Josh Waitzkin’s approach (as explained in The Art of Learning) is similar. After reaching the heights of competitive chess, Waitzkin turned his focus to martial arts. He began with tai chi chuan. Martial arts and chess are, on the surface, completely different, but Waitzkin used double loop learning for both. He progressed quickly because he was willing to lose matches if doing so meant he could learn. He noticed that other martial arts students had a tendency to repeat their mistakes, letting fruitless habits become ingrained. Like the managers Argyris worked with, students grew defensive when challenged. They wanted to be right, even if it prevented their learning. In contrast, Waitzkin viewed practice as an experiment. Each session was an opportunity to test his beliefs. He mastered several martial arts, earning a black belt in jujitsu and winning a world championship in tai ji tui shou.

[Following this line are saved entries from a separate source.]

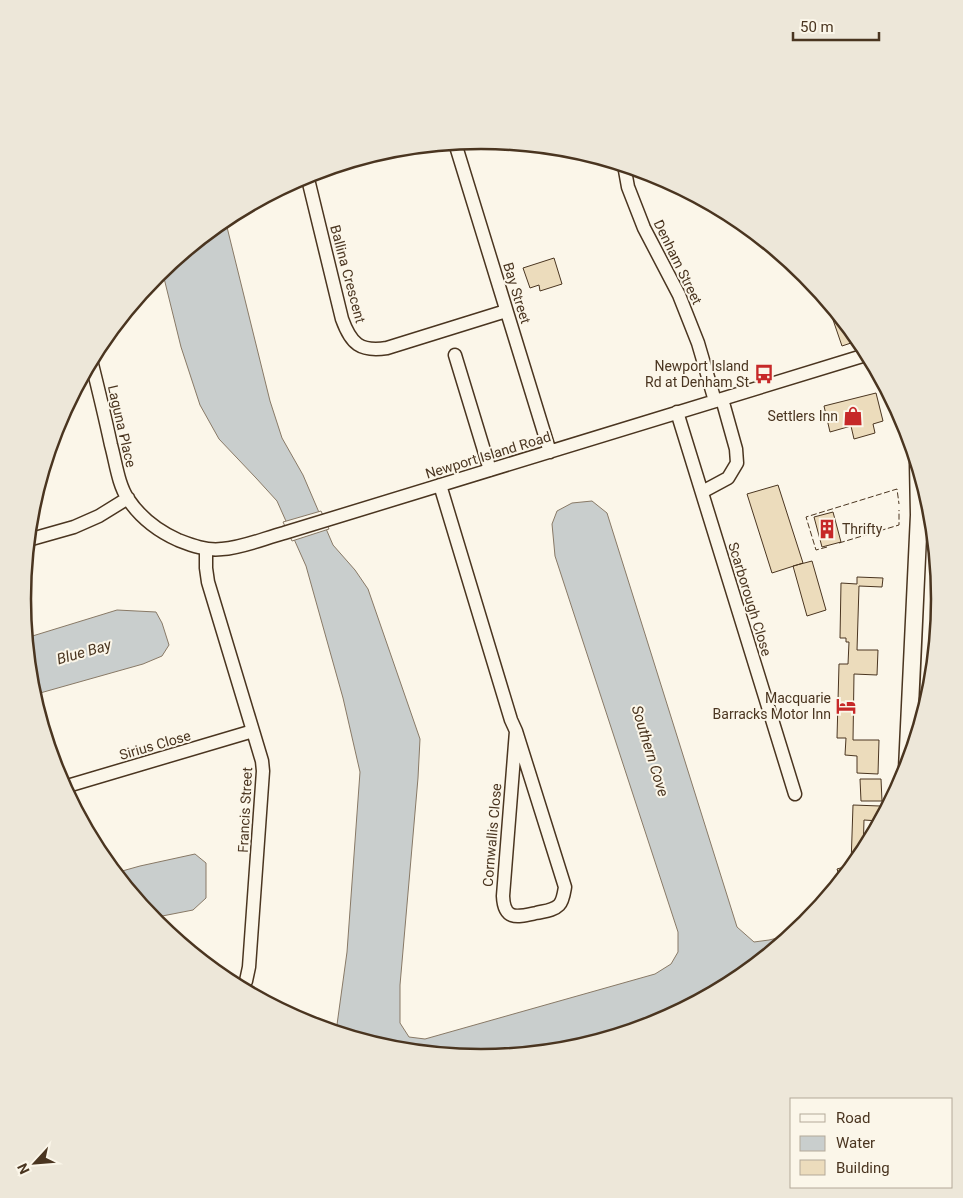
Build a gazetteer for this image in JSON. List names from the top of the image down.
{
  "streets": {
    "street": [
      "Denham Street",
      "Ballina Crescent",
      "Bay Street",
      "Laguna Place",
      "Newport Island Road",
      "Scarborough Close",
      "Sirius Close",
      "Francis Street",
      "Cornwallis Close"
    ]
  },
  "crossings": [
    ["Denham Street", "Newport Island Road"],
    ["Denham Street", "Scarborough Close"],
    ["Ballina Crescent", "Bay Street"],
    ["Bay Street", "Newport Island Road"],
    ["Laguna Place", "Newport Island Road"],
    ["Newport Island Road", "Scarborough Close"],
    ["Newport Island Road", "Francis Street"],
    ["Newport Island Road", "Cornwallis Close"],
    ["Sirius Close", "Francis Street"]
  ],
  "water": ["Blue Bay", "Southern Cove"],
  "places": {
    "bus stop": ["Newport Island Rd at Denham St"],
    "shop": ["Settlers Inn"],
    "building": ["Thrifty"],
    "hotel": ["Macquarie Barracks Motor Inn"]
  },
  "legend": ["Road", "Water", "Building"],
  "scale_bar": "50 m",
  "north": "bottom left"
}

Argyris found that organizations learn best when people know how to communicate. (No surprise there.) Leaders need to listen actively and open up exploratory dialogues so that problematic assumptions and conventions can be revealed. Argyris identified some key questions to consider.

  • What is the current theory in use?
  • How does it differ from proposed strategies and goals?
  • What unspoken rules are being followed, and are they detrimental?
  • What could change, and how?
  • Forget the details; what’s the bigger picture?

Meaningful learning doesn’t happen without focused effort. Double loop learning is the key to turning experience into improvements, information into action, and conversations into progress.